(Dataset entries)
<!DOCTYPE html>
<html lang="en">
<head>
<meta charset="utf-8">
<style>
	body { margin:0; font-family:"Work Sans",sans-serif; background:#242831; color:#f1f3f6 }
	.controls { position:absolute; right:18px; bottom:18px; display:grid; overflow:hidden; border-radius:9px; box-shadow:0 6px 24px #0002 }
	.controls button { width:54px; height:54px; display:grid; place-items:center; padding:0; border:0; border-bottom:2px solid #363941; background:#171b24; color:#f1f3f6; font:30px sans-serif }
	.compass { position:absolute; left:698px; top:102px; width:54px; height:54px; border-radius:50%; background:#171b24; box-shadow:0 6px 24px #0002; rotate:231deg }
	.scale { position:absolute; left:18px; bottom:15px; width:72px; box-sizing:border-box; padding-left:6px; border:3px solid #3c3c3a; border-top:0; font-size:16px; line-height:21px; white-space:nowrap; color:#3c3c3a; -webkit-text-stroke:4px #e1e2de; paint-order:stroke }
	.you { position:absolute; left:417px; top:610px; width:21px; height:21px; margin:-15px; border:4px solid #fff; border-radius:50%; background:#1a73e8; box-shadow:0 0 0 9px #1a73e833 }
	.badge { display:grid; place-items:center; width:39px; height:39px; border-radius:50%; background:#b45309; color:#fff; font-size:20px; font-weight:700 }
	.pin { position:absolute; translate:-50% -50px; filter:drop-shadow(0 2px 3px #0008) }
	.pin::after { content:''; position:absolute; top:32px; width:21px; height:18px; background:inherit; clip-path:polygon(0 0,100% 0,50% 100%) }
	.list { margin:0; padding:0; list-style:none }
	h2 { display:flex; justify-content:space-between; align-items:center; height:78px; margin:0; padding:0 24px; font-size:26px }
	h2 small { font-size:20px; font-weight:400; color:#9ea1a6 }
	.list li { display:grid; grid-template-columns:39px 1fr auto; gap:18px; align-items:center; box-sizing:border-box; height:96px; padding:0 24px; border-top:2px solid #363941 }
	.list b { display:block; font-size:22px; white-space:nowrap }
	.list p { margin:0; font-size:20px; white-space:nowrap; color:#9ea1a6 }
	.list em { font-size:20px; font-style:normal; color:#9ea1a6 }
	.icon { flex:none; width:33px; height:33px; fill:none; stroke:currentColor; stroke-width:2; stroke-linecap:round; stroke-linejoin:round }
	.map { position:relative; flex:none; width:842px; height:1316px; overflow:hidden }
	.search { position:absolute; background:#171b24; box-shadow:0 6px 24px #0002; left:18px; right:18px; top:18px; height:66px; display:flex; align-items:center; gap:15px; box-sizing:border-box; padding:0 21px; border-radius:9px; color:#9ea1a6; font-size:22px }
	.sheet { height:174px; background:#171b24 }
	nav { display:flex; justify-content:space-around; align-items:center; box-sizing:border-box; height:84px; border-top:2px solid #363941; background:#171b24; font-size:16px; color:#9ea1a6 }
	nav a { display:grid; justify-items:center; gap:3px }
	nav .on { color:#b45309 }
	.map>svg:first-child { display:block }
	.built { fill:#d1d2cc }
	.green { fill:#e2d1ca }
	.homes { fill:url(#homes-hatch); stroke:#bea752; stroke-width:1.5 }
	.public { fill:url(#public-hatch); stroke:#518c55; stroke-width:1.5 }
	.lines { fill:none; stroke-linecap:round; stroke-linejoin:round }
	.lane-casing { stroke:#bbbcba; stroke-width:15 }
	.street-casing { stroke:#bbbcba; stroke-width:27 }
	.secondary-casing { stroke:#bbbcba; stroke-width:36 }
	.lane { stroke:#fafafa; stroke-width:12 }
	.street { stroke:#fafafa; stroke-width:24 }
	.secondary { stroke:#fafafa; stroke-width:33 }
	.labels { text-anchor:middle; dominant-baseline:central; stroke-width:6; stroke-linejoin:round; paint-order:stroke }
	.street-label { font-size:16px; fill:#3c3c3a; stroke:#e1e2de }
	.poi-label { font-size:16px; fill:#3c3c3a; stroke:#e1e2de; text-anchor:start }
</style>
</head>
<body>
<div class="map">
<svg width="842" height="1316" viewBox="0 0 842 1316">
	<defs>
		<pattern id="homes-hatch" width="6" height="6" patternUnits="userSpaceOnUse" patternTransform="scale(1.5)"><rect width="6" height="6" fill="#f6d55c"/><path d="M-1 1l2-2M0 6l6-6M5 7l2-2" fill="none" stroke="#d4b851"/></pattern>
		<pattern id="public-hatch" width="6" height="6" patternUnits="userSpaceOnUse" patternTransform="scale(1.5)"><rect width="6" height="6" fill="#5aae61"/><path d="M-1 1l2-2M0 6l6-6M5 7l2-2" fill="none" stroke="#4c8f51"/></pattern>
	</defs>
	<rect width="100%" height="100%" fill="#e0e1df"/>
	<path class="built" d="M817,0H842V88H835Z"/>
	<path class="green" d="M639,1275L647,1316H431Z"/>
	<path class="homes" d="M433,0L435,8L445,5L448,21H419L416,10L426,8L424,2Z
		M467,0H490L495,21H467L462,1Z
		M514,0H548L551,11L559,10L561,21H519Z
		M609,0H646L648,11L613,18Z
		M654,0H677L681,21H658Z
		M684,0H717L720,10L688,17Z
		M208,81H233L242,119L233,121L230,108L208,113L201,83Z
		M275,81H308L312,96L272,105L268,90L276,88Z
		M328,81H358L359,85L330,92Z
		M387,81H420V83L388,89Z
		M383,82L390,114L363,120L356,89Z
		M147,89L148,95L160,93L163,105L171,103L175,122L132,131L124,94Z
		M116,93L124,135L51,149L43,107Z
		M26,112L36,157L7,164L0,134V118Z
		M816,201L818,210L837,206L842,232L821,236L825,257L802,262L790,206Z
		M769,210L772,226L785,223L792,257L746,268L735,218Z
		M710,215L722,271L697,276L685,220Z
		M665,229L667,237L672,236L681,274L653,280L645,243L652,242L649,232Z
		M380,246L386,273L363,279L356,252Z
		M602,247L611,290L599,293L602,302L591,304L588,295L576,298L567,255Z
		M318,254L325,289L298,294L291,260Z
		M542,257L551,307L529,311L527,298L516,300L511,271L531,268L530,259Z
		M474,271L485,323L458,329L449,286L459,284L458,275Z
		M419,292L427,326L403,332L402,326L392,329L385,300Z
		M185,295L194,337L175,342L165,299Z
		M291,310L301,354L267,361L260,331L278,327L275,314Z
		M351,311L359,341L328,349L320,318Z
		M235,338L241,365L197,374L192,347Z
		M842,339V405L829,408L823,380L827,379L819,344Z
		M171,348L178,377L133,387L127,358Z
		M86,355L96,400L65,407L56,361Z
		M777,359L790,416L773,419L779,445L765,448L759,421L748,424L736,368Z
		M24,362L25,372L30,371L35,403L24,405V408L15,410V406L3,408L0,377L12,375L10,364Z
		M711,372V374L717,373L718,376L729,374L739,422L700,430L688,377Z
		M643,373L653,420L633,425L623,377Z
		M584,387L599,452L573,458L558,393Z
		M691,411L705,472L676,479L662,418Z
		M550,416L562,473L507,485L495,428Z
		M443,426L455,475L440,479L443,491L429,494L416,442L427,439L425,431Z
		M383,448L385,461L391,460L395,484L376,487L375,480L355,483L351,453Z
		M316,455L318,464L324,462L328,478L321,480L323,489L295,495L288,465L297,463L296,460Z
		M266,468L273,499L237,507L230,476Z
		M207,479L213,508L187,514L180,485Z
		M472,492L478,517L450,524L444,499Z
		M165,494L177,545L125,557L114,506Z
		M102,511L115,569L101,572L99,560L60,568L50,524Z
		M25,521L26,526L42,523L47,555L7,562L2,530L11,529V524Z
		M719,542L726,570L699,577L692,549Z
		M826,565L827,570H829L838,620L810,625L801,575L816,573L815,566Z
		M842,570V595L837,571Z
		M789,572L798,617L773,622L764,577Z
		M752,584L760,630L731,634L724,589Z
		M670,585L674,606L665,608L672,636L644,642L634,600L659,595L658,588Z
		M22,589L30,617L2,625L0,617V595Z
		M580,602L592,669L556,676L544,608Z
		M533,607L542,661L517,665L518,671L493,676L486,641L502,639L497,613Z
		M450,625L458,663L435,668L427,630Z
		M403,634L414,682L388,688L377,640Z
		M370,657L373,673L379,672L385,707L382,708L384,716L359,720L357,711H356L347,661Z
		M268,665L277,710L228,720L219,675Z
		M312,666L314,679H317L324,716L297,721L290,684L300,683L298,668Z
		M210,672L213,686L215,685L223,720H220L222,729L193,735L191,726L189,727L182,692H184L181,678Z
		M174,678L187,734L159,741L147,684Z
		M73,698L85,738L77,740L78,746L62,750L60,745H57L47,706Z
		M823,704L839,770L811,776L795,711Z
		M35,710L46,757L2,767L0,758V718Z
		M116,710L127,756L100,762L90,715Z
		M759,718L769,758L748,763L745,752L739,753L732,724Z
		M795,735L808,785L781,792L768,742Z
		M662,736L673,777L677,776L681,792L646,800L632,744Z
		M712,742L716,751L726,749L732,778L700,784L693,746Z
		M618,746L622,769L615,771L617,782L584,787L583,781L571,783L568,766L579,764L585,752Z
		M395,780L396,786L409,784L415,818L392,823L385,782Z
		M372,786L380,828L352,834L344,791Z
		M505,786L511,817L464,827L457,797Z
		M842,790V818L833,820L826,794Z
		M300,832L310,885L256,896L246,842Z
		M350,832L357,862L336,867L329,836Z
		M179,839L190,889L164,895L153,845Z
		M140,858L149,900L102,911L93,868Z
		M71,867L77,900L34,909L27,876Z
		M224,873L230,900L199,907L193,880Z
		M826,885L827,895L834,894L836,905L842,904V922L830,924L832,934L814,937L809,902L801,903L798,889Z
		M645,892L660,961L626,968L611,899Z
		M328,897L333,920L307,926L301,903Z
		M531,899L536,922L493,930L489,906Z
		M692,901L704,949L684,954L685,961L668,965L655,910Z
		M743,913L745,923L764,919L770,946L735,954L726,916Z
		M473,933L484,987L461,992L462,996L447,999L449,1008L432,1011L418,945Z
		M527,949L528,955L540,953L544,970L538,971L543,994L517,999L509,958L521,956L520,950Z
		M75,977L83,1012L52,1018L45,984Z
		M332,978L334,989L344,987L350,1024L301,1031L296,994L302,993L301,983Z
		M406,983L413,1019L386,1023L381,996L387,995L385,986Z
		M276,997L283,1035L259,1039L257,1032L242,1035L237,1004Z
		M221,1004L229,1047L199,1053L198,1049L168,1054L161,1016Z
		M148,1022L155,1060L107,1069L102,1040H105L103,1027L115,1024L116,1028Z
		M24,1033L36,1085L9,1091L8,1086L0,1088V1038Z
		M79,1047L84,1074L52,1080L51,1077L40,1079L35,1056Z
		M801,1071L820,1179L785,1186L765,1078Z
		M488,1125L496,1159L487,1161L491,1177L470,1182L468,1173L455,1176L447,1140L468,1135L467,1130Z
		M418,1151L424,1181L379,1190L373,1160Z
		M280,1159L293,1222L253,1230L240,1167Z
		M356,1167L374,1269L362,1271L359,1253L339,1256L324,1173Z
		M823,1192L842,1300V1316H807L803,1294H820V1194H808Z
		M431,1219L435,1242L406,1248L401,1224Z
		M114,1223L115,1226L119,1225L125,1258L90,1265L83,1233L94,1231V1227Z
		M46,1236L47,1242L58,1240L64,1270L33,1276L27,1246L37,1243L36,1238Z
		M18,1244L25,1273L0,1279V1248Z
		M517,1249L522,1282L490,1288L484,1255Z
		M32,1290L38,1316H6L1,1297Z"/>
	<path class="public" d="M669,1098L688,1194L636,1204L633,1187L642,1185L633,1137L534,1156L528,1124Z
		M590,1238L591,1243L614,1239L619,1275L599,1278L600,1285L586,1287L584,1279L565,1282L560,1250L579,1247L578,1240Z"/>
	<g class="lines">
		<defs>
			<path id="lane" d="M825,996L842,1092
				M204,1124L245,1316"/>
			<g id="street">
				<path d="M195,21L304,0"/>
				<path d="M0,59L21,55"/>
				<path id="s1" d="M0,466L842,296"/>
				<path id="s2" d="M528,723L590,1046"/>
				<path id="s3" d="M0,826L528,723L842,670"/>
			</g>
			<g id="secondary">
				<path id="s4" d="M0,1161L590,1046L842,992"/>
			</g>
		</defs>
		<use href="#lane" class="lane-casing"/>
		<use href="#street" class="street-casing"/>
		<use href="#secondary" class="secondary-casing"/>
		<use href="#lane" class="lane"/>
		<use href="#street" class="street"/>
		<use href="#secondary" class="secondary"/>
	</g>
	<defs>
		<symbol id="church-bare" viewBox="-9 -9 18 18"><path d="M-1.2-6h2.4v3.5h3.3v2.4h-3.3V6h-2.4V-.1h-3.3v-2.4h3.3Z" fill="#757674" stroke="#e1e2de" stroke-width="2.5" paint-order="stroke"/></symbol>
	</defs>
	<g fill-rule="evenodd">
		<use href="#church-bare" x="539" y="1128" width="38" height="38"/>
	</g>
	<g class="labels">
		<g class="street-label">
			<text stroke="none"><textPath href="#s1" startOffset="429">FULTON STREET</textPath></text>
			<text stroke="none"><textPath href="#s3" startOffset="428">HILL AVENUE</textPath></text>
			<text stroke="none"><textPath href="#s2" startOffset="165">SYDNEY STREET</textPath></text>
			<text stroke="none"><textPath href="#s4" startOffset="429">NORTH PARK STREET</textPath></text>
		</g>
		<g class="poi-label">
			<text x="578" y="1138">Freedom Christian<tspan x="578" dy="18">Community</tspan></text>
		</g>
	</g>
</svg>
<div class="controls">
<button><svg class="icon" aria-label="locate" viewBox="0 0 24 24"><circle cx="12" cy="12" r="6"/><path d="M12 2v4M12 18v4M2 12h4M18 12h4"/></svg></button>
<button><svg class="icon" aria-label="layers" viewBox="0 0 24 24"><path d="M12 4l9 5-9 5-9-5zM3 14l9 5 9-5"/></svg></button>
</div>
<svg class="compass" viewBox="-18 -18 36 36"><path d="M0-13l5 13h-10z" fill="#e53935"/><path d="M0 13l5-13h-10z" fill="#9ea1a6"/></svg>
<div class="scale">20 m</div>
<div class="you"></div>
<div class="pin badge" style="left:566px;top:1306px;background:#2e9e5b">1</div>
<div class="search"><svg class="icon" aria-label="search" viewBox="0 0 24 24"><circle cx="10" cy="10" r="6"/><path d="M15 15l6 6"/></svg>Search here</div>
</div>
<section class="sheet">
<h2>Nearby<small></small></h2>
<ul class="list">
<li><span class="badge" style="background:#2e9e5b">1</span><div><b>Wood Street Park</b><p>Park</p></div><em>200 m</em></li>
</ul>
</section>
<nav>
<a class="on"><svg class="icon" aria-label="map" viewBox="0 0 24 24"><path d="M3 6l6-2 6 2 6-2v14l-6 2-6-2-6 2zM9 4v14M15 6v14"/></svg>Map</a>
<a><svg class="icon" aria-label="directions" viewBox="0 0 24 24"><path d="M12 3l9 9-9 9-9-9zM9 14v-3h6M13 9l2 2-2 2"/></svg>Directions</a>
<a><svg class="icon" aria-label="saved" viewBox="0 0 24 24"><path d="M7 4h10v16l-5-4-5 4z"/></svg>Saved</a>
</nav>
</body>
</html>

• What to produce: Set down the lines above as they stand, starting with the first line and ending with the line that contains "position:absolute; left:698px; top:102px;".

• Solution for this task:
<!DOCTYPE html>
<html lang="en">
<head>
<meta charset="utf-8">
<style>
	body { margin:0; font-family:"Work Sans",sans-serif; background:#242831; color:#f1f3f6 }
	.controls { position:absolute; right:18px; bottom:18px; display:grid; overflow:hidden; border-radius:9px; box-shadow:0 6px 24px #0002 }
	.controls button { width:54px; height:54px; display:grid; place-items:center; padding:0; border:0; border-bottom:2px solid #363941; background:#171b24; color:#f1f3f6; font:30px sans-serif }
	.compass { position:absolute; left:698px; top:102px; width:54px; height:54px; border-radius:50%; background:#171b24; box-shadow:0 6px 24px #0002; rotate:231deg }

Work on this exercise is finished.